Below is a block of records; repeat all of them exactly.

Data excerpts
+++

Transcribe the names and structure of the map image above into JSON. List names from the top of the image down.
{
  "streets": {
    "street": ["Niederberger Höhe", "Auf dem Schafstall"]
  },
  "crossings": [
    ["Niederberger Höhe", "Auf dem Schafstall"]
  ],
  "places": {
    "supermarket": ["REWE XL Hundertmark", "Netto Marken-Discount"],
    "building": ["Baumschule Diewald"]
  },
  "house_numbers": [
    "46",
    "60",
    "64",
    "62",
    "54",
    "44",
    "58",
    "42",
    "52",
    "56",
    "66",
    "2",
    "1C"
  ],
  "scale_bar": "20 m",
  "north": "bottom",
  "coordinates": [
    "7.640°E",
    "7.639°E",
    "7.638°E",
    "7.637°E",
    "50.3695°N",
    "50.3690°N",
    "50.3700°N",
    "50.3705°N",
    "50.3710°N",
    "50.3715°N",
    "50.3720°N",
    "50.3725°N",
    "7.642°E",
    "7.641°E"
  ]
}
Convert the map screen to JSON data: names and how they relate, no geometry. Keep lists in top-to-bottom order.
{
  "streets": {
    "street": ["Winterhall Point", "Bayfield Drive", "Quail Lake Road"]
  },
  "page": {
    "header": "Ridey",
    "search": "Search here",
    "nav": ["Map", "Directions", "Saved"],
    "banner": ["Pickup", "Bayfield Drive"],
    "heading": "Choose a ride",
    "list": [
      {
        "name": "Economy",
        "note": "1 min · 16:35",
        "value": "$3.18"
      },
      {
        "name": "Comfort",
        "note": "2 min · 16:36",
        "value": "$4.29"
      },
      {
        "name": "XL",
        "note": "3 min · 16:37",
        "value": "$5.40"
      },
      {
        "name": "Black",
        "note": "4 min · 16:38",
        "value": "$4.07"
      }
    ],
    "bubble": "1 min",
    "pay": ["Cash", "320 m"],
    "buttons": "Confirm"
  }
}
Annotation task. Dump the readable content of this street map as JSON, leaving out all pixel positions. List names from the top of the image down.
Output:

+++

→ **Expected output**:
Transcribe the names and structure of the map image above into JSON. List names from the top of the image down.
{
  "streets": {
    "street": ["Niederberger Höhe", "Auf dem Schafstall"]
  },
  "crossings": [
    ["Niederberger Höhe", "Auf dem Schafstall"]
  ],
  "places": {
    "supermarket": ["REWE XL Hundertmark", "Netto Marken-Discount"],
    "building": ["Baumschule Diewald"]
  },
  "house_numbers": [
    "46",
    "60",
    "64",
    "62",
    "54",
    "44",
    "58",
    "42",
    "52",
    "56",
    "66",
    "2",
    "1C"
  ],
  "scale_bar": "20 m",
  "north": "bottom",
  "coordinates": [
    "7.640°E",
    "7.639°E",
    "7.638°E",
    "7.637°E",
    "50.3695°N",
    "50.3690°N",
    "50.3700°N",
    "50.3705°N",
    "50.3710°N",
    "50.3715°N",
    "50.3720°N",
    "50.3725°N",
    "7.642°E",
    "7.641°E"
  ]
}
Convert the map screen to JSON data: names and how they relate, no geometry. Keep lists in top-to-bottom order.
{
  "streets": {
    "street": ["Winterhall Point", "Bayfield Drive", "Quail Lake Road"]
  },
  "page": {
    "header": "Ridey",
    "search": "Search here",
    "nav": ["Map", "Directions", "Saved"],
    "banner": ["Pickup", "Bayfield Drive"],
    "heading": "Choose a ride",
    "list": [
      {
        "name": "Economy",
        "note": "1 min · 16:35",
        "value": "$3.18"
      },
      {
        "name": "Comfort",
        "note": "2 min · 16:36",
        "value": "$4.29"
      },
      {
        "name": "XL",
        "note": "3 min · 16:37",
        "value": "$5.40"
      },
      {
        "name": "Black",
        "note": "4 min · 16:38",
        "value": "$4.07"
      }
    ],
    "bubble": "1 min",
    "pay": ["Cash", "320 m"],
    "buttons": "Confirm"
  }
}
Annotation task. Dump the readable content of this street map as JSON, leaving out all pixel positions. List names from the top of the image down.
Output:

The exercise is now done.